I would never close that door and say there is no way back, it would depend on many factors, which we have discussed.
The age of EC, Control etc. If they are truly sorry after how ever many years, who could turn their back, I couldn't. The point is we have all been estranged because they went no contact as they saw no other way of dealing with whatever problems they had. I have told you about my best friend, whom I loved, but she was not a good mil, she turned up unannounced once, after the son and wife had worked all day, once let herself in with the key she had when they went on holiday and had held on to, she went in their cupboards, baked sons favourite chocolate cake, put a meal in the oven and did their ironing. Dil was furious, when son mentioned it his mom, she went ballistic, calling Dil selfish and controlling, friend just saw it as saving them a lot of work. She couldn't see she was in the wrong. War broke out, Dil demanded key back and they were estranged until the day my friend died, who was broken hearted but still maintained she had done nothing wrong. My friends sons marriage eventually broke down, his wife had the children, she used to go round to the house demanding to see her grandchildren, she had a right she said, she cried so many tears... My friend would do anything for everyone, her door was always open, yet she couldn't see the view that Dil found her interfering and opinionated. Couldn't and wouldn't apologise if she was in the right. She would take on any cause and fight to the end and I admired that, still miss her.

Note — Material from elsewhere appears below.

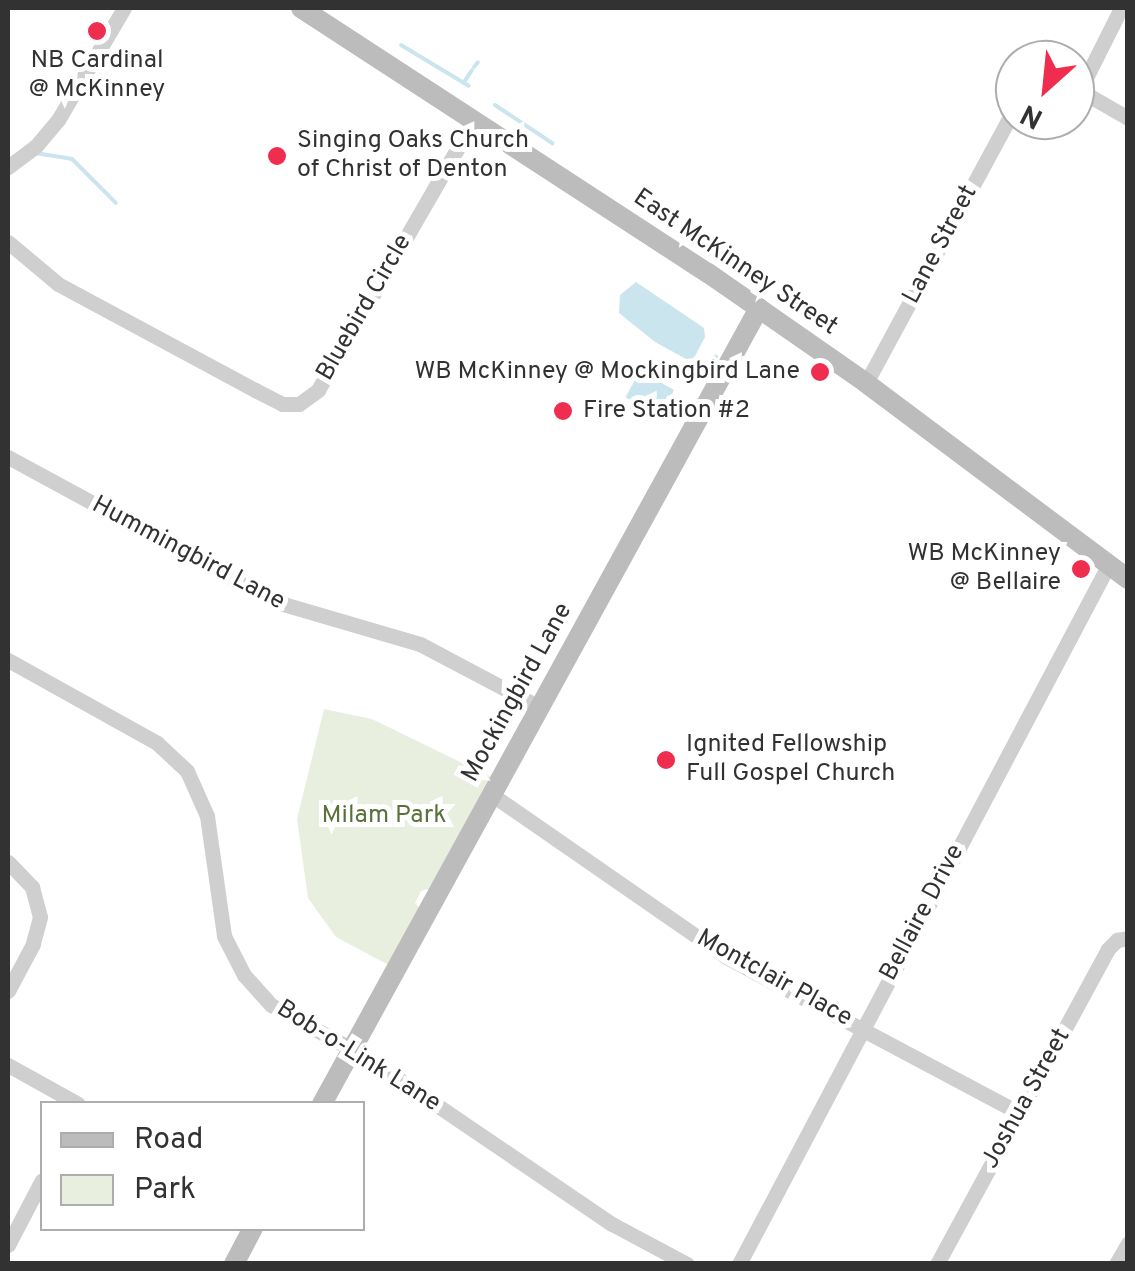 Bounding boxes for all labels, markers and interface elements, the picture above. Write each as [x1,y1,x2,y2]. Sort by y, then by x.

I know at times I must have done something wrong, which I was ignorant of, perhaps I too hadn't listened. I tend to back off from confrontation, I am more worried about interfering. We could not have deep conversations, I tried many times to find out where I had gone wrong, it was met either with tight lips, saying nothing or anger telling me to butt out. Which I did, after years of it. I have missed so much like all of you on here. There are reasons for estrangement, as there are reasons for being kept in the dark about those reasons. I think there comes a time, when you let go. Not that you don't care but it is so pointless flogging a dead horse. It will never change until they instigate it. Those of you with partners or another child have something else to focus on. The child that does care and their children, although as grandchildren get older you don't get to see them often anyway. I am just a small part of their lives, but a loved one.